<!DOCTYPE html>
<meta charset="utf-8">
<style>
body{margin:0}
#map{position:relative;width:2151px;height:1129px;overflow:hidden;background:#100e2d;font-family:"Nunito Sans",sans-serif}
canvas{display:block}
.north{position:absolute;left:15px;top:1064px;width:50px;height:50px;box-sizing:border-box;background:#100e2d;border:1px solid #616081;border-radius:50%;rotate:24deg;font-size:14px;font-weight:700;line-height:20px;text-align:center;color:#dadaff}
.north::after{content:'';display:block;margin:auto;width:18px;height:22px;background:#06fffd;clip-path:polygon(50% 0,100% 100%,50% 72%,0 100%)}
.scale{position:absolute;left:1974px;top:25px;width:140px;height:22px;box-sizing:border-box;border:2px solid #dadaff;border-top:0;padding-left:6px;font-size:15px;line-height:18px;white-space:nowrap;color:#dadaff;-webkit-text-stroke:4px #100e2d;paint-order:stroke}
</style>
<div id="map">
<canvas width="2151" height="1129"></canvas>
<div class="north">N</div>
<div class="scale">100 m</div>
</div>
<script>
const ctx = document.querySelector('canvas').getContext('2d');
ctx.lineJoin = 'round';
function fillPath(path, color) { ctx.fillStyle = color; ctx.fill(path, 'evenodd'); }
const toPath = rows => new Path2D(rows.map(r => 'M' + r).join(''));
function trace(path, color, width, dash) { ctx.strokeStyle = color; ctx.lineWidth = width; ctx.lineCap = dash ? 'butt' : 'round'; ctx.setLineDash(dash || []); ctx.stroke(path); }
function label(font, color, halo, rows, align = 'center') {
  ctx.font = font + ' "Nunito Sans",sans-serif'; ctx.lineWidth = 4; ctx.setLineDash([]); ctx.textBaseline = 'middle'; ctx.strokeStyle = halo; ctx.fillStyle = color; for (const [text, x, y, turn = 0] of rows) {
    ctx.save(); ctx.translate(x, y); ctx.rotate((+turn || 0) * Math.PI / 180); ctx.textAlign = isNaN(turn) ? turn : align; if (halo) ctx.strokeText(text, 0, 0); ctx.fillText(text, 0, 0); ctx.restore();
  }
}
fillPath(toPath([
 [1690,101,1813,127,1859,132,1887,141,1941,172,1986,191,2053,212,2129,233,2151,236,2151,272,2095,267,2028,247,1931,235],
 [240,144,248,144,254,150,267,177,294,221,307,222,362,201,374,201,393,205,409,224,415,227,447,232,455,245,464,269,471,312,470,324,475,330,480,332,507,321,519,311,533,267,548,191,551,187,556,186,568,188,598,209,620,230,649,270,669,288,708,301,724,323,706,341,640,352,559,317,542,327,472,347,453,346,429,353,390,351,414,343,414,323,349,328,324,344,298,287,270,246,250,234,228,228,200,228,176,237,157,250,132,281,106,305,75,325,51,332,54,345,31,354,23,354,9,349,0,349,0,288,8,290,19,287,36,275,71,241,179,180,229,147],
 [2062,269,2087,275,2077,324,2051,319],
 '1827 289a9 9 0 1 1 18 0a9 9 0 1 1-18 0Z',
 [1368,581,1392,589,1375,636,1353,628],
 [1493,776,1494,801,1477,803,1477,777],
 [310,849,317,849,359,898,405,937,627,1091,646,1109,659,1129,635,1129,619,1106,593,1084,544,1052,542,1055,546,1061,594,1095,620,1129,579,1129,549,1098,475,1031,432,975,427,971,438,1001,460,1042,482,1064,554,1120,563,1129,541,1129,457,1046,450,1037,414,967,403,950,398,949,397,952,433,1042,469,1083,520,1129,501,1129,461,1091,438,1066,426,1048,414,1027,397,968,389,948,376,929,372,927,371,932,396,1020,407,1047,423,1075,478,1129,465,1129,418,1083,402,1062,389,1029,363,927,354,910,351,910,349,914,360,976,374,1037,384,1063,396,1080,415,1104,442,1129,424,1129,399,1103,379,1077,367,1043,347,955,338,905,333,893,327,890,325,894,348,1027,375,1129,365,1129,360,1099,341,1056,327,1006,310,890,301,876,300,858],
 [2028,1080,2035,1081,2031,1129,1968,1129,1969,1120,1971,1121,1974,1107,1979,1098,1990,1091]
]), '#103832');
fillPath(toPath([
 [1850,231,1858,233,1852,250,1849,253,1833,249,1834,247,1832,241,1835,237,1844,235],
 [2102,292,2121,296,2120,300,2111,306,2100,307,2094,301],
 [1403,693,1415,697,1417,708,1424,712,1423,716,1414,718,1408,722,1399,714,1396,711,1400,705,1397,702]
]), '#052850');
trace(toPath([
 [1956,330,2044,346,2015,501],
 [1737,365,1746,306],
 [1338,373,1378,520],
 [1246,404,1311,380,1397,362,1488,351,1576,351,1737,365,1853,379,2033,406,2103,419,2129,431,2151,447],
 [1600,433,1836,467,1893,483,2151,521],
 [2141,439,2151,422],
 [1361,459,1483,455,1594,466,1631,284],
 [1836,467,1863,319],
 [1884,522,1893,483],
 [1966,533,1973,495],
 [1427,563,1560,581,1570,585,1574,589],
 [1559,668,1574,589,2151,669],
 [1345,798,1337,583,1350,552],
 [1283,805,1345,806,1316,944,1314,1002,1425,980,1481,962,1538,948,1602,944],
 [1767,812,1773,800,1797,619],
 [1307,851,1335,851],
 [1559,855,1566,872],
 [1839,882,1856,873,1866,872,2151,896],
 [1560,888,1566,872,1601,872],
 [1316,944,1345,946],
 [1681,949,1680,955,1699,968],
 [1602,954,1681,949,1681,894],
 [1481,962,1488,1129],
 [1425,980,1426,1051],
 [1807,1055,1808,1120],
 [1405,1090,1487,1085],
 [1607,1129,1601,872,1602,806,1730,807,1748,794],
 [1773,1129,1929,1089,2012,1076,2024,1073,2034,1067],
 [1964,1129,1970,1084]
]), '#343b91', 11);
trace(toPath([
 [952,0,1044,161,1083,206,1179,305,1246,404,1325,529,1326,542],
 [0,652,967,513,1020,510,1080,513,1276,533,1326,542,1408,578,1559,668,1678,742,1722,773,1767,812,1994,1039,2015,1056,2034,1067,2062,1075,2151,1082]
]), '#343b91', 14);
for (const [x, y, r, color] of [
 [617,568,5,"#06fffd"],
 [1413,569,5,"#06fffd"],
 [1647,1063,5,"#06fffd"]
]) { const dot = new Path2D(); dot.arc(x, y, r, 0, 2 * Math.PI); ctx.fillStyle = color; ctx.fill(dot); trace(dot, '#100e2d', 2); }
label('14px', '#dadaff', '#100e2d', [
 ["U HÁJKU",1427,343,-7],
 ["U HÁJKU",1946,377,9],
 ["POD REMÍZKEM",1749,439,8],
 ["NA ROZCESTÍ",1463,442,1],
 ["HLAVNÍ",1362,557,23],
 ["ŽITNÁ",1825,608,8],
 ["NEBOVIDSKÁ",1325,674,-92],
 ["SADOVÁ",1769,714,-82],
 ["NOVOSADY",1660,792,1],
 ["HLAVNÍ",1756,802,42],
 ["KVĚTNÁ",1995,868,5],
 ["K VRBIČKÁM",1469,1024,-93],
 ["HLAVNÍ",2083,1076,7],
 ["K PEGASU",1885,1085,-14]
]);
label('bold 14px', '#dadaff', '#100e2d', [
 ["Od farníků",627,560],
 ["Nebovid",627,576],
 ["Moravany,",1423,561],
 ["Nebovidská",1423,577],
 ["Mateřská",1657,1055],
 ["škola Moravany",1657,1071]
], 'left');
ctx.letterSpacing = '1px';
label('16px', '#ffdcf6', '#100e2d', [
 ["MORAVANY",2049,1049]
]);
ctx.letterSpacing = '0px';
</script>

● ● ● ● ● ● ●

_WHAT THIS TASK INVOLVES_: An exact copy of the lines above between the line holding "const toPath = rows" and the line holding "function label(font, color, halo, rows, align", inclusive, is the whole answer.

_ANSWER SPACE_:
const toPath = rows => new Path2D(rows.map(r => 'M' + r).join(''));
function trace(path, color, width, dash) { ctx.strokeStyle = color; ctx.lineWidth = width; ctx.lineCap = dash ? 'butt' : 'round'; ctx.setLineDash(dash || []); ctx.stroke(path); }
function label(font, color, halo, rows, align = 'center') {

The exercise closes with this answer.